*EXERCISE DIRECTIONS:* Could you retype, exactly and with no pictures, only the lines from the first line of the records below through the line that contains "--surface:#fff; --page:#f2f2f3; --text:#2b2b33;"?

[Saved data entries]
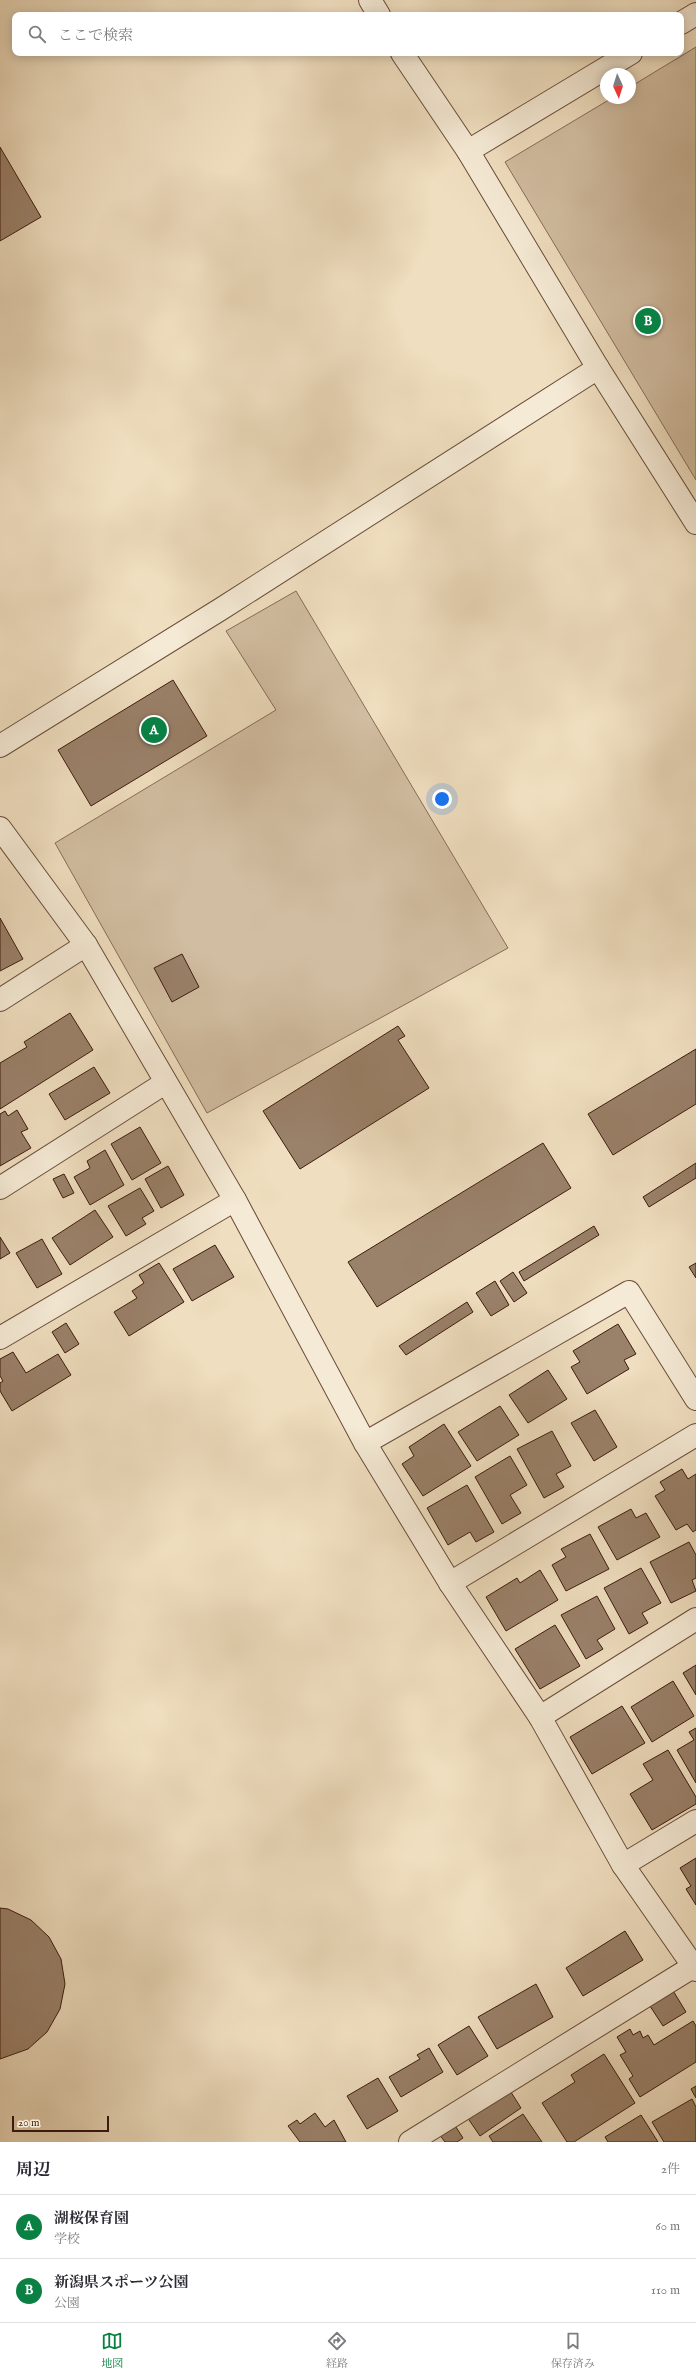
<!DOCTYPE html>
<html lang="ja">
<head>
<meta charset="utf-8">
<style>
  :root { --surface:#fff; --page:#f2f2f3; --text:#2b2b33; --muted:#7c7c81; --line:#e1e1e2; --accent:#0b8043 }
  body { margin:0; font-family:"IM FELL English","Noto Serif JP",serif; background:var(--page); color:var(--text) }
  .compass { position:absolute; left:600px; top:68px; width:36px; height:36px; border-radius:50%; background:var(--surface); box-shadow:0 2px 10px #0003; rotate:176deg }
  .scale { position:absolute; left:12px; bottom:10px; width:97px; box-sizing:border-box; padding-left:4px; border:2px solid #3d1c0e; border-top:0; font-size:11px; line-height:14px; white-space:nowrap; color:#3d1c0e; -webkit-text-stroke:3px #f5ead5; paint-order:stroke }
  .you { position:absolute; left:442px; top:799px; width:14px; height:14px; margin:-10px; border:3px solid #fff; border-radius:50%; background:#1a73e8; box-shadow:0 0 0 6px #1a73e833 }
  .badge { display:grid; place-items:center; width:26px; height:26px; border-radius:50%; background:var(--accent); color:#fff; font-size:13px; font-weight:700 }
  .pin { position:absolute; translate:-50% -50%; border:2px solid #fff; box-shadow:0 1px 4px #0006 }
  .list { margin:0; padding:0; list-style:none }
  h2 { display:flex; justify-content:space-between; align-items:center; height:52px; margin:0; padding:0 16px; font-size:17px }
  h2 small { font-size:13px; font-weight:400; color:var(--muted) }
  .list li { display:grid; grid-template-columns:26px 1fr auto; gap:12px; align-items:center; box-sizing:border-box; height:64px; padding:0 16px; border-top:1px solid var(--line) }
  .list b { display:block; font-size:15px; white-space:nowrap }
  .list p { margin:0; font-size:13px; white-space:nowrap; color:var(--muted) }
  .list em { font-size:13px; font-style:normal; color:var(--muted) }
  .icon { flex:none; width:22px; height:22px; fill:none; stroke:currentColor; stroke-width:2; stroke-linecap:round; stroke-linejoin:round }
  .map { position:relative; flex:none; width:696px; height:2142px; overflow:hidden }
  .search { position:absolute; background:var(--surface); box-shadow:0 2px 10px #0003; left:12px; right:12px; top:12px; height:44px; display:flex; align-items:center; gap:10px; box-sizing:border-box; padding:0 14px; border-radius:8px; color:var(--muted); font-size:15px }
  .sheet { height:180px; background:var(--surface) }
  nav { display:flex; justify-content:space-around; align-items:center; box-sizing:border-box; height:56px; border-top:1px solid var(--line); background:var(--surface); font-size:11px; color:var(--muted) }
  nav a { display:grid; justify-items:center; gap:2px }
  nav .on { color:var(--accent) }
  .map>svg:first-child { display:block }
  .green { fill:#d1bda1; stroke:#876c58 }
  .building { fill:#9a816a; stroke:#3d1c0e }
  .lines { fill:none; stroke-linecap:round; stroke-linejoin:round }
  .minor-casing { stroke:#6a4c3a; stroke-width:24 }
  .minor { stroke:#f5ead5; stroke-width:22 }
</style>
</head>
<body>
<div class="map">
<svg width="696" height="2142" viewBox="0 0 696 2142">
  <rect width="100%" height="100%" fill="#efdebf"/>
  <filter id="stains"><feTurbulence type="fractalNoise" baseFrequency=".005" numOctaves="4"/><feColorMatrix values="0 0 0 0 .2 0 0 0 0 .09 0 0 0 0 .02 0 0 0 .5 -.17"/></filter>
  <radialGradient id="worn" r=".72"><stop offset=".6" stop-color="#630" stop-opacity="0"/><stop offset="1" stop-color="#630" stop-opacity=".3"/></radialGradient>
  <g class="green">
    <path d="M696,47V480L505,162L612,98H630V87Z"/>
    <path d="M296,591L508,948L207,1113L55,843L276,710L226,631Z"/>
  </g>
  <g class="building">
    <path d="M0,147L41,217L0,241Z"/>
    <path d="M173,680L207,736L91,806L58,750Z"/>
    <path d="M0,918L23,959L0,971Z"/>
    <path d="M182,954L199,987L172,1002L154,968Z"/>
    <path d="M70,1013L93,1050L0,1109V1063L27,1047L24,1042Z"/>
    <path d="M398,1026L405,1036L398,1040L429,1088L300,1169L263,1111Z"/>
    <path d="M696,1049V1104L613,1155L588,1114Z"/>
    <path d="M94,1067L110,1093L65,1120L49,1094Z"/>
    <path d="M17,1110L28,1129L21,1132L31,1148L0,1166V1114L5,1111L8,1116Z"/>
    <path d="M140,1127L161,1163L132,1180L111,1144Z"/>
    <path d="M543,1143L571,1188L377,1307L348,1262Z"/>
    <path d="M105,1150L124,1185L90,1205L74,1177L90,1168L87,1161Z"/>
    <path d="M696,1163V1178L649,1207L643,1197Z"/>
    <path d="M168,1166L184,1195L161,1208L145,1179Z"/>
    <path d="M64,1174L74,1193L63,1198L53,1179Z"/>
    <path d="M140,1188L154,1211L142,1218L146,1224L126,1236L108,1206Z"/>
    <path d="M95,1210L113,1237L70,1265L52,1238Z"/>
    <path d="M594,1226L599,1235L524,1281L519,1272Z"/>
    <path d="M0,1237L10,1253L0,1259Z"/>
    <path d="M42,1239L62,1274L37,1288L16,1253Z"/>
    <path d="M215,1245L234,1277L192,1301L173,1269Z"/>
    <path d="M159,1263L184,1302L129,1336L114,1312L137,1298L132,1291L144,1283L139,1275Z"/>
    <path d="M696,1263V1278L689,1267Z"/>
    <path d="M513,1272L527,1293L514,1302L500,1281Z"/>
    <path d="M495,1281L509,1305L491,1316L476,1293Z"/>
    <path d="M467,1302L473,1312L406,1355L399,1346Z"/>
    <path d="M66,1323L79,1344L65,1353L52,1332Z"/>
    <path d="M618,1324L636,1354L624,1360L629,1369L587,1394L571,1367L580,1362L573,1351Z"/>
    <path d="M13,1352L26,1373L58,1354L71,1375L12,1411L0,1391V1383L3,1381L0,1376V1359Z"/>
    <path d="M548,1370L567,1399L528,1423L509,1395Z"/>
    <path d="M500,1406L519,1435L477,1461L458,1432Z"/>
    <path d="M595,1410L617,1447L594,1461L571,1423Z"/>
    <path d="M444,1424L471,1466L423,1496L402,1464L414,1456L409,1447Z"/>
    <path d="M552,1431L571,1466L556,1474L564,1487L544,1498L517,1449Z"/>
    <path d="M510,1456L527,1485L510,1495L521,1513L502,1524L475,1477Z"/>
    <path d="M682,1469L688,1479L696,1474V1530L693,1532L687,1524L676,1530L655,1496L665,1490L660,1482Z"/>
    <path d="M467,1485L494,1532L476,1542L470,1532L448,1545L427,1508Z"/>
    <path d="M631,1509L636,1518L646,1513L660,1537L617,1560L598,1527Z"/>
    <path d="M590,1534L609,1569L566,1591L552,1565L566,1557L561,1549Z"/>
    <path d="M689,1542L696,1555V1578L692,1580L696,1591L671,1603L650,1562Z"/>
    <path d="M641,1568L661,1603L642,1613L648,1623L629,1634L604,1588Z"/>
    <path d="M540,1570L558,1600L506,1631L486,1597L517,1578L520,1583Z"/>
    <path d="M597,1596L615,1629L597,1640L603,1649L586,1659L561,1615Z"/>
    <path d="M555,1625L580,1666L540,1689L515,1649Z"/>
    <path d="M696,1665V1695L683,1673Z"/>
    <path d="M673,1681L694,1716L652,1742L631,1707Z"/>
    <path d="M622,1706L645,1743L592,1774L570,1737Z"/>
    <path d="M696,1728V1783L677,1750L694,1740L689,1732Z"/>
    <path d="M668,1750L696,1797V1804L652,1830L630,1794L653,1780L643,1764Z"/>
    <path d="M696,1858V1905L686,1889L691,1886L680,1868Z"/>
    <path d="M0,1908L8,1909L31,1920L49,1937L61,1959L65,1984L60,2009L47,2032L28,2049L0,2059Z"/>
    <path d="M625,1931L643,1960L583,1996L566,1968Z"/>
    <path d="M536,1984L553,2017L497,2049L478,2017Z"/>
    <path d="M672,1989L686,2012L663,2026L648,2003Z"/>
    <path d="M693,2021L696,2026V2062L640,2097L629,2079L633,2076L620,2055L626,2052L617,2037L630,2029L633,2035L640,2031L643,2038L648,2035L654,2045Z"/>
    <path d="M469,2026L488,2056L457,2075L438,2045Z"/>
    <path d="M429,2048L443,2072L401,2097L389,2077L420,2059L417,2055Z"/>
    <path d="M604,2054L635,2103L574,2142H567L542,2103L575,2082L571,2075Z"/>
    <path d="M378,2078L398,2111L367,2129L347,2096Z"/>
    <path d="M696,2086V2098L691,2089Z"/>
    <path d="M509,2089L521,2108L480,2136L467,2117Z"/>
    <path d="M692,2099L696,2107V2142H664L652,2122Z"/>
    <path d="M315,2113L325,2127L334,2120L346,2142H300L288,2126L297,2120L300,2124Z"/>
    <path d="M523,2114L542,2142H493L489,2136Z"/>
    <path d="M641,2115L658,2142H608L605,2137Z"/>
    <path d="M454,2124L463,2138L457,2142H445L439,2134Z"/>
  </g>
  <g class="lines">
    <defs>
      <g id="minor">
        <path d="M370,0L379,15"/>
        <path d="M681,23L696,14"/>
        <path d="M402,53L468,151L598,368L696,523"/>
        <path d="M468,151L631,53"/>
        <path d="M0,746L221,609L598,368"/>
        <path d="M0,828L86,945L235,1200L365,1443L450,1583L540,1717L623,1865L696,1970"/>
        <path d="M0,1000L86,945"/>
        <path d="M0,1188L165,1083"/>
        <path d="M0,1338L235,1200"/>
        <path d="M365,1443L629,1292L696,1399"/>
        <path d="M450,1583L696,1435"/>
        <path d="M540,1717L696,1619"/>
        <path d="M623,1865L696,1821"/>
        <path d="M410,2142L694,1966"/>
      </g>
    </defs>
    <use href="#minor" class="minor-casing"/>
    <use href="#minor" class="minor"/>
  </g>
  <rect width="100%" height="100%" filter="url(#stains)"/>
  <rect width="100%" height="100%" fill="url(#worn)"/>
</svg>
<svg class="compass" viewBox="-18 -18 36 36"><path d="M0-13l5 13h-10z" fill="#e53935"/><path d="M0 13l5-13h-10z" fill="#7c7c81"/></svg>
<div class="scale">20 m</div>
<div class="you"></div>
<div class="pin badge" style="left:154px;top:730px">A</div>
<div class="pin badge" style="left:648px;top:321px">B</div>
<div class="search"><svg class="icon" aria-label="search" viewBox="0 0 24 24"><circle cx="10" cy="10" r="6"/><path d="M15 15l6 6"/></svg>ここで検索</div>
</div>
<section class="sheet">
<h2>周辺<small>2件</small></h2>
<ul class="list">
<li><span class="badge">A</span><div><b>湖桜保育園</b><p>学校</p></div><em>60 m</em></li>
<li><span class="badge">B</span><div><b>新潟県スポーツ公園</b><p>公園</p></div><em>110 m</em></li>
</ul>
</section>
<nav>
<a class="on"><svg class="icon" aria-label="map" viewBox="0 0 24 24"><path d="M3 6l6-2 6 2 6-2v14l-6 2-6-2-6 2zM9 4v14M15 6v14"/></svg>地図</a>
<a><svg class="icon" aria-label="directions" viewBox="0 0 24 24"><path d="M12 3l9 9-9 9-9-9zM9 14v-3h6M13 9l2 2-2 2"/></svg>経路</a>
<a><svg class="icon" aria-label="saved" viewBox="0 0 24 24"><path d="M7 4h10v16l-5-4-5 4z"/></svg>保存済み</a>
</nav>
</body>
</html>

*ANSWER SPACE:*
<!DOCTYPE html>
<html lang="ja">
<head>
<meta charset="utf-8">
<style>
  :root { --surface:#fff; --page:#f2f2f3; --text:#2b2b33; --muted:#7c7c81; --line:#e1e1e2; --accent:#0b8043 }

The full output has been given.